Add the following two methods do your FlaskrTestCase class:
def login(self, username, password):
return self.app.post('/login', data=dict(
username=username,
password=password
), follow_redirects=True)
def logout(self):
return self.app.get('/logout', follow_redirects=True)
Now we can easily test if logging in and out works and that it fails with invalid credentials. Add this as new test to the class:
def test_login_logout(self):
rv = self.login(flaskr.USERNAME, flaskr.PASSWORD)
assert 'You were logged in' in rv.data
rv = self.logout()
assert 'You were logged out' in rv.data
rv = self.login(flaskr.USERNAME + 'x', flaskr.PASSWORD)

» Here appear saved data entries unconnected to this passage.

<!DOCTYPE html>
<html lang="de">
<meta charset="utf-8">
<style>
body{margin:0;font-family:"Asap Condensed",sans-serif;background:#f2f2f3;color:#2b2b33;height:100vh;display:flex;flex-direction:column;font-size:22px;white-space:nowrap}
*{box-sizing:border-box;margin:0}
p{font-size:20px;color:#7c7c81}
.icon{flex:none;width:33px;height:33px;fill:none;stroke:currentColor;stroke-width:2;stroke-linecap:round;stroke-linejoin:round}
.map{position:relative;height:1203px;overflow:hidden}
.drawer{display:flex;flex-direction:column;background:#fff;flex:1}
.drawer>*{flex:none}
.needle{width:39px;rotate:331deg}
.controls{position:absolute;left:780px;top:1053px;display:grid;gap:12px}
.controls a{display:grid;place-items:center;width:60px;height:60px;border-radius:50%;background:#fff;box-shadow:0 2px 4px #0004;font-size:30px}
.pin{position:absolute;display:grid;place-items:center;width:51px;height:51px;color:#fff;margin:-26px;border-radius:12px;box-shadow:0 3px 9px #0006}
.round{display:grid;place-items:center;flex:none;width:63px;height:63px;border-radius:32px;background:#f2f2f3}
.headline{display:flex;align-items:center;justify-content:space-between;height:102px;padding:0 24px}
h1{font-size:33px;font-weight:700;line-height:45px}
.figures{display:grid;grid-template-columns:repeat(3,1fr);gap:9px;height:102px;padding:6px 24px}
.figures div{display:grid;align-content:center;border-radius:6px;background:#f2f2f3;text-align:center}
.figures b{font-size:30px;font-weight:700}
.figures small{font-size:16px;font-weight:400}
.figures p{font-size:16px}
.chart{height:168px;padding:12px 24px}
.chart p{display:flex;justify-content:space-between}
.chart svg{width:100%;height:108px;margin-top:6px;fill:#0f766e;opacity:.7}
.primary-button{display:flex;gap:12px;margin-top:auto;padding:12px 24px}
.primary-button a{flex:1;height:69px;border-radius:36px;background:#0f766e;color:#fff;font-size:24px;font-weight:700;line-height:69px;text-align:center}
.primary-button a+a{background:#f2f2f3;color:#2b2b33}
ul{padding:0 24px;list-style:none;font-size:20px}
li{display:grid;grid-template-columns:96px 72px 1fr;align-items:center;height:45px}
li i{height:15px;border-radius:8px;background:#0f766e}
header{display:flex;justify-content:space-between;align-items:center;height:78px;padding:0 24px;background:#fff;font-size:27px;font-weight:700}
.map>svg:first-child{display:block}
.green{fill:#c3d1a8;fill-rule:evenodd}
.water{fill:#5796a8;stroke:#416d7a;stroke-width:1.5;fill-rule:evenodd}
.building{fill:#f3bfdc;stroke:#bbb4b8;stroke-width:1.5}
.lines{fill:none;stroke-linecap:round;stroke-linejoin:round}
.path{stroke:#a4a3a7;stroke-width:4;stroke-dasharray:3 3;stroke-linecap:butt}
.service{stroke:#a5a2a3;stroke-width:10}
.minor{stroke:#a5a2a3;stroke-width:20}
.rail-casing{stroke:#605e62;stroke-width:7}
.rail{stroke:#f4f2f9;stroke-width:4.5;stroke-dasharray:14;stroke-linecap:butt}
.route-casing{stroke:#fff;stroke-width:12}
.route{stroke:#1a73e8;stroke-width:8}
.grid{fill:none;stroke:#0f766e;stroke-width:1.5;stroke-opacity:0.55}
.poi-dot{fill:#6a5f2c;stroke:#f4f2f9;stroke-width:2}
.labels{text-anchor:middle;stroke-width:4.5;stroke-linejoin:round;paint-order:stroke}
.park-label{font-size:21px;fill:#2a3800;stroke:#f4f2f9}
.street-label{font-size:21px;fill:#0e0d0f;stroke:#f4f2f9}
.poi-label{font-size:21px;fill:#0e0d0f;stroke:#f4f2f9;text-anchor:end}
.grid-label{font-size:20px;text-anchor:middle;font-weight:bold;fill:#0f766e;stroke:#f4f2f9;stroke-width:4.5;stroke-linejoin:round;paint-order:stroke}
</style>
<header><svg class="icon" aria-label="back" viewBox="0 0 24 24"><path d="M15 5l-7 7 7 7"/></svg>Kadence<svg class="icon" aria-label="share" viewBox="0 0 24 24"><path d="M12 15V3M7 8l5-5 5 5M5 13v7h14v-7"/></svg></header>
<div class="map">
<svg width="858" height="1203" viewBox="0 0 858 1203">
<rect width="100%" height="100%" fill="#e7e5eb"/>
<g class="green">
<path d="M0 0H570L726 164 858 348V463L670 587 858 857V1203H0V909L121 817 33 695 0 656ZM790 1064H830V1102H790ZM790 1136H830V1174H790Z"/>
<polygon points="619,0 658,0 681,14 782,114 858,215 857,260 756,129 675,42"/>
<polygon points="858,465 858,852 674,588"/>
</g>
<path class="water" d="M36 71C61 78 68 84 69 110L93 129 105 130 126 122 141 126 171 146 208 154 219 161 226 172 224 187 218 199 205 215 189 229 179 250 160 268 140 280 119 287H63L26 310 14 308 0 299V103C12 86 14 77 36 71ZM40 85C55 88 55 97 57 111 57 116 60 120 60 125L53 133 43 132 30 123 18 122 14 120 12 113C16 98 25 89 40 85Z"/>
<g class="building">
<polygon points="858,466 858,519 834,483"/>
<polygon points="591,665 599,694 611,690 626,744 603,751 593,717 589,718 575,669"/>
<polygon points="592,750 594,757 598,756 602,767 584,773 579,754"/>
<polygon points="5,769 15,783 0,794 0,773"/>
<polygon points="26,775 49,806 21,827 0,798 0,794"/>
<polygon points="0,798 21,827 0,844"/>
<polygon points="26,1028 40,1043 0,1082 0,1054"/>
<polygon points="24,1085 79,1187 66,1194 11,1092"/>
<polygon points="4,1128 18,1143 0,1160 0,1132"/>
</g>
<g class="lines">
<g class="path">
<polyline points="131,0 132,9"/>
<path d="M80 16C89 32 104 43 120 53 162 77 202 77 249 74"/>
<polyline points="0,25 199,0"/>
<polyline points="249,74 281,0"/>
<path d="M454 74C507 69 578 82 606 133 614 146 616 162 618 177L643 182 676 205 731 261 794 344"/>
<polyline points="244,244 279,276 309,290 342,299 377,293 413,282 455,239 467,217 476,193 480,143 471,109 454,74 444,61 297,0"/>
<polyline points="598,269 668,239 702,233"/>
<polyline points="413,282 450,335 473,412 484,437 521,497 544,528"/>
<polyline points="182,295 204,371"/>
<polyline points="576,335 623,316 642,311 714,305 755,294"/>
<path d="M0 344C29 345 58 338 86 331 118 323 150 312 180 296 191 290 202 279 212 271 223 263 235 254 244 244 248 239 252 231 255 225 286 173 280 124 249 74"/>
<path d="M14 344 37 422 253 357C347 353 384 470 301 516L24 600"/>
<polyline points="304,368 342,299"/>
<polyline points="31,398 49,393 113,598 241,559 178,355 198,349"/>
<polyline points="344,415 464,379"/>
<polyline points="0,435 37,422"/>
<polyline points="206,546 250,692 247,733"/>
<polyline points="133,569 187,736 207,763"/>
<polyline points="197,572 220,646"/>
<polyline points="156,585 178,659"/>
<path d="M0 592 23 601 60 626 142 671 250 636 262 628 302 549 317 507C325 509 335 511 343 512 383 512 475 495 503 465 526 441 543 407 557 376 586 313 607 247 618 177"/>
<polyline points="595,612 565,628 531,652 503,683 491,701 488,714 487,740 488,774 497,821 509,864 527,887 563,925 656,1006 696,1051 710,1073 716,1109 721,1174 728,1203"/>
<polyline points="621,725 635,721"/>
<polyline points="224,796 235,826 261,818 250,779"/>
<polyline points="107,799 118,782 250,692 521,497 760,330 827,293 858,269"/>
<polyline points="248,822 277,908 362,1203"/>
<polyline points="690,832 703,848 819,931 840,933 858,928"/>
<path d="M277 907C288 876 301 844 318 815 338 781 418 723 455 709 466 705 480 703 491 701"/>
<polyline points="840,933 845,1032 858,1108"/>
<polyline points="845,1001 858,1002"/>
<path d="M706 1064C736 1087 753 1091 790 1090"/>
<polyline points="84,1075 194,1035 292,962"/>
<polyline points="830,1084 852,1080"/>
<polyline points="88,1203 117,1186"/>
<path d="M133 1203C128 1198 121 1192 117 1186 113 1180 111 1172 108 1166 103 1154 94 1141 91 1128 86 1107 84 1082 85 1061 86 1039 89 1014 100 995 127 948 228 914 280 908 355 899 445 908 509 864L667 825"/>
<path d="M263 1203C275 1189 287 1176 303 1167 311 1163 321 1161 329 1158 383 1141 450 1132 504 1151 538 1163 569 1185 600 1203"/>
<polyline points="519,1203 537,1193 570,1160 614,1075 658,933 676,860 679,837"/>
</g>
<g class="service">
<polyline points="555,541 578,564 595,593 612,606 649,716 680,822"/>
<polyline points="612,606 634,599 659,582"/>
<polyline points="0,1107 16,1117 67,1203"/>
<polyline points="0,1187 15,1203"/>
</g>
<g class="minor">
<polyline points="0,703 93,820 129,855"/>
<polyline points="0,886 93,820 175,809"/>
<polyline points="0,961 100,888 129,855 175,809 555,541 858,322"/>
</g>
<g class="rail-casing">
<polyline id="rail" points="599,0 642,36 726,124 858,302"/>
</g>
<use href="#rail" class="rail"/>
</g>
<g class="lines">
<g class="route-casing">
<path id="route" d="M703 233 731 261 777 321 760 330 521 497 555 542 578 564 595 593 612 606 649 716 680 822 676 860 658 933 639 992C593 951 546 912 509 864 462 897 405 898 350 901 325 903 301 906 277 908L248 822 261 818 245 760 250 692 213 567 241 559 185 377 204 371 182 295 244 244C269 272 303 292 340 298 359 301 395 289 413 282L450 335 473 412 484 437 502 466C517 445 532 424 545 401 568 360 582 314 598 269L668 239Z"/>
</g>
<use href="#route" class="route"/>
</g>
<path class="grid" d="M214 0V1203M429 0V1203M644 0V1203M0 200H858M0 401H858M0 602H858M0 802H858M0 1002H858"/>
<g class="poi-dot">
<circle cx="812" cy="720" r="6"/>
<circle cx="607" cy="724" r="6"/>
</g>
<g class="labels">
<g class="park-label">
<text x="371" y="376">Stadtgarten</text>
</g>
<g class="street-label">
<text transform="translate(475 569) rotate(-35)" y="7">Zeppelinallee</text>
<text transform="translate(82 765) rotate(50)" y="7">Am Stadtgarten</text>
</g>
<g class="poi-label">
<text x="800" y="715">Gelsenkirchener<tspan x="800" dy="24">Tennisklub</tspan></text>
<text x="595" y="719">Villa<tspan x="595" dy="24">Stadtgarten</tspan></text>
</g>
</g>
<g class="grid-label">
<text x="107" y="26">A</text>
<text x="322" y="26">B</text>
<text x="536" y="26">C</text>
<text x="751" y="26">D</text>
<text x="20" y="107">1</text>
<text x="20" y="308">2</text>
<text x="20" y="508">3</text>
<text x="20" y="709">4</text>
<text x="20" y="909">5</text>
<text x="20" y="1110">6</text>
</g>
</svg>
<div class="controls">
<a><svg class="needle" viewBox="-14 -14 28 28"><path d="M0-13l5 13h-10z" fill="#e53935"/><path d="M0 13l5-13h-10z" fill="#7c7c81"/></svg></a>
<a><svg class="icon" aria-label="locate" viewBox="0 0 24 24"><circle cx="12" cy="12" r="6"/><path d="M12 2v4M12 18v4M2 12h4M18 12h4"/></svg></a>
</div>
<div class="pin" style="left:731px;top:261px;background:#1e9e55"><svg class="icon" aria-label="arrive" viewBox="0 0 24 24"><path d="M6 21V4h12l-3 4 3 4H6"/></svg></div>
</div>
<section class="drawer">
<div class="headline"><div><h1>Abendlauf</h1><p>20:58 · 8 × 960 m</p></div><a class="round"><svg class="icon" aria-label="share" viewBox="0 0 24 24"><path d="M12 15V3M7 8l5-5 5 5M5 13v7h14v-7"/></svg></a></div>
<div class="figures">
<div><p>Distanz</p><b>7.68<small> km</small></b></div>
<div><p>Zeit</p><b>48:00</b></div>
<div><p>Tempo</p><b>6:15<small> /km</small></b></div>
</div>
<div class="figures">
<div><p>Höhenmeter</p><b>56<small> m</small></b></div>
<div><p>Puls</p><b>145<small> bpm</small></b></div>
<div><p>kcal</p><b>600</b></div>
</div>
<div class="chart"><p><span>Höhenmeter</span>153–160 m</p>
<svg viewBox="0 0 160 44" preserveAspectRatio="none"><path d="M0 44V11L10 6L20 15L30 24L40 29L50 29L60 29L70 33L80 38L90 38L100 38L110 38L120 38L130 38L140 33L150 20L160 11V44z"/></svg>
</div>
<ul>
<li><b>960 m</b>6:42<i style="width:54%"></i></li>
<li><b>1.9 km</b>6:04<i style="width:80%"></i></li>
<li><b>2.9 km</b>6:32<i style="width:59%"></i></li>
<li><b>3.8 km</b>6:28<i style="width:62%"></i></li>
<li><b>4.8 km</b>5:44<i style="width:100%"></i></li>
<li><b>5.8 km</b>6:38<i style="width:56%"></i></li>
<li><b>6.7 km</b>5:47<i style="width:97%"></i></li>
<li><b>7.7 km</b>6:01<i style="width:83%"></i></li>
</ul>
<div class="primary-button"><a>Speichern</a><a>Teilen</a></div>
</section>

assert 'Invalid username' in rv.data
rv = self.login(flaskr.USERNAME, flaskr.PASSWORD + 'x')
assert 'Invalid password' in rv.data
Test Adding Messages¶
Now we can also test that adding messages works. Add a new test method like this:
def test_messages(self):
self.login(flaskr.USERNAME, flaskr.PASSWORD)
rv = self.app.post('/add', data=dict(
title='<Hello>',
text='<strong>HTML</strong> allowed here'
), follow_redirects=True)
assert 'No entries here so far' not in rv.data
self.login(flaskr.USERNAME, flaskr.PASSWORD)
assert '<Hello>' in rv.data
assert '<strong>HTML</strong> allowed here' in rv.data
Here we also check that HTML is allowed in the text but not in the title which is the intended behavior.
Running that should now give us three passing tests:
$ python flaskr_tests.py
...
----------------------------------------------------------------------
Ran 3 tests in 0.332s
OK
For more complex tests with headers and status codes, check out the MiniTwit Example from the sources. That one contains a larger test suite.